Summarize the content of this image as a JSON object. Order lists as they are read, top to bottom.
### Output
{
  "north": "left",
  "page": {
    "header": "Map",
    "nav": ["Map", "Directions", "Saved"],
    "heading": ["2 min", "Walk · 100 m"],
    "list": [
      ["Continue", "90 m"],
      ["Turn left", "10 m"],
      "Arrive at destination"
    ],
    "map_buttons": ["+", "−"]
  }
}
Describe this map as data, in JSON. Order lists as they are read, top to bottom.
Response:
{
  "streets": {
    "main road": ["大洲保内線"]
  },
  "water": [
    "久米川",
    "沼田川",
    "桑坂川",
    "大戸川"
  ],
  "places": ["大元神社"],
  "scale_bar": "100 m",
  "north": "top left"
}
==
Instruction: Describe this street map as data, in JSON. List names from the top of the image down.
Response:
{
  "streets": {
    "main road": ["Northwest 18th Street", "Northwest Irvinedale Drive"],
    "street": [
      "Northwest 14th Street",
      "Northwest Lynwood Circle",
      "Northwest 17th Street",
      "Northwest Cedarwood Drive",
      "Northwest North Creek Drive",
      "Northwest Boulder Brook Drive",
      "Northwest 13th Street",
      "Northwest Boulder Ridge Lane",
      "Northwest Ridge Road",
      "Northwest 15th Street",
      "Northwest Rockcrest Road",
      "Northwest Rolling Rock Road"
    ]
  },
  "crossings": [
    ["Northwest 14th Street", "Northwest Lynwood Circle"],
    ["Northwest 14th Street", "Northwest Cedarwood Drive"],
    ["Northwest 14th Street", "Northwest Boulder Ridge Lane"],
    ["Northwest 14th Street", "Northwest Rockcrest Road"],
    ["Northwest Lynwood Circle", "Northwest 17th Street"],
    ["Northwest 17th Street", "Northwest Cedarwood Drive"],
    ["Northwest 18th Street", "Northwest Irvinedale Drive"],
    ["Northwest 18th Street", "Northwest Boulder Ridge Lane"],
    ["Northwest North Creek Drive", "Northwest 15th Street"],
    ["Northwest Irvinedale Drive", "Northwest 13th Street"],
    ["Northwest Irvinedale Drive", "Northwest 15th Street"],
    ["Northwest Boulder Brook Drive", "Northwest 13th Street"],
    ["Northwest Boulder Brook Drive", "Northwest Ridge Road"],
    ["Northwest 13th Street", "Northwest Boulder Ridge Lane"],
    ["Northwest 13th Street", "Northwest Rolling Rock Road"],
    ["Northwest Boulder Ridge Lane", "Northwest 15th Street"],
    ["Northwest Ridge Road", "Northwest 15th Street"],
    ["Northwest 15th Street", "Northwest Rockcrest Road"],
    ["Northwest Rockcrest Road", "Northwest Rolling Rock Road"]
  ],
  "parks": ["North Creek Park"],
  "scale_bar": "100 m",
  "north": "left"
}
==
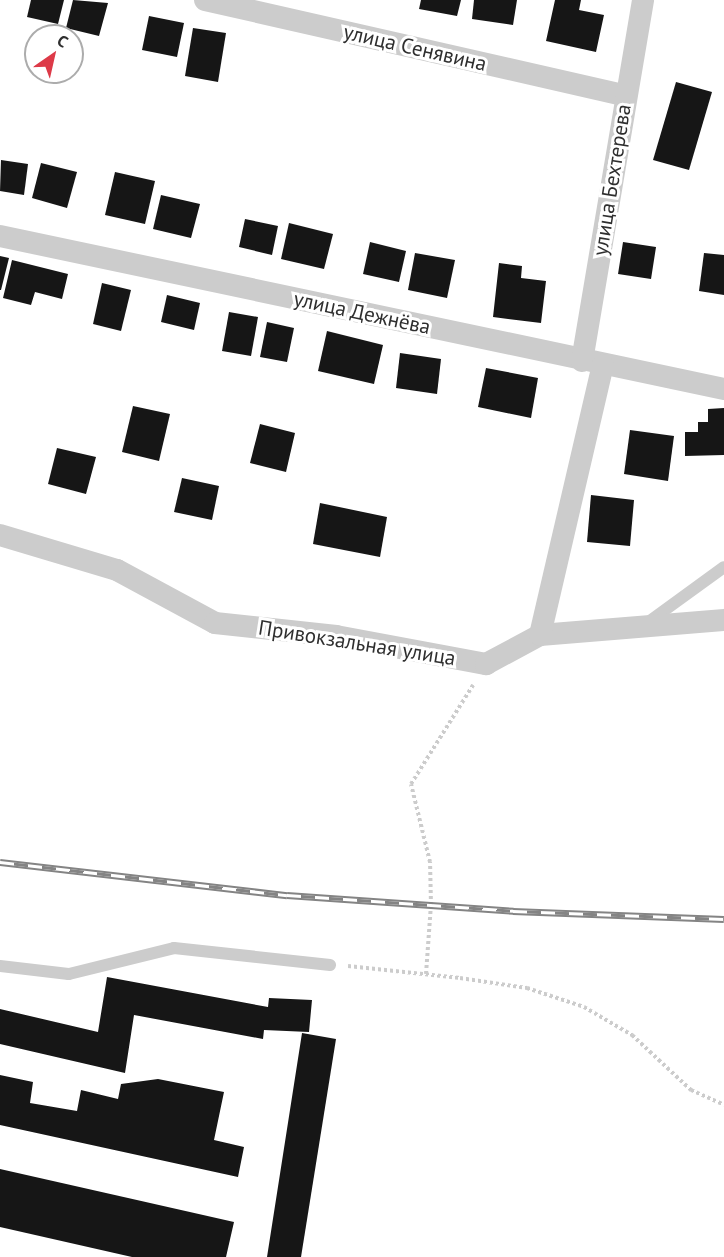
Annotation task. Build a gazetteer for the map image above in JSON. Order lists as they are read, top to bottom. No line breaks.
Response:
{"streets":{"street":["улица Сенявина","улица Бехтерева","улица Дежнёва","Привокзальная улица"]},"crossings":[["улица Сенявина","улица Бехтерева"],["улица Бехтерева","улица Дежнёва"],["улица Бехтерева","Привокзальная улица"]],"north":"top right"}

=== What you need to do ===
Show all lines from the data that contain "Describe".

=== Problem solution ===
Describe this map as data, in JSON. Order lists as they are read, top to bottom.
Instruction: Describe this street map as data, in JSON. List names from the top of the image down.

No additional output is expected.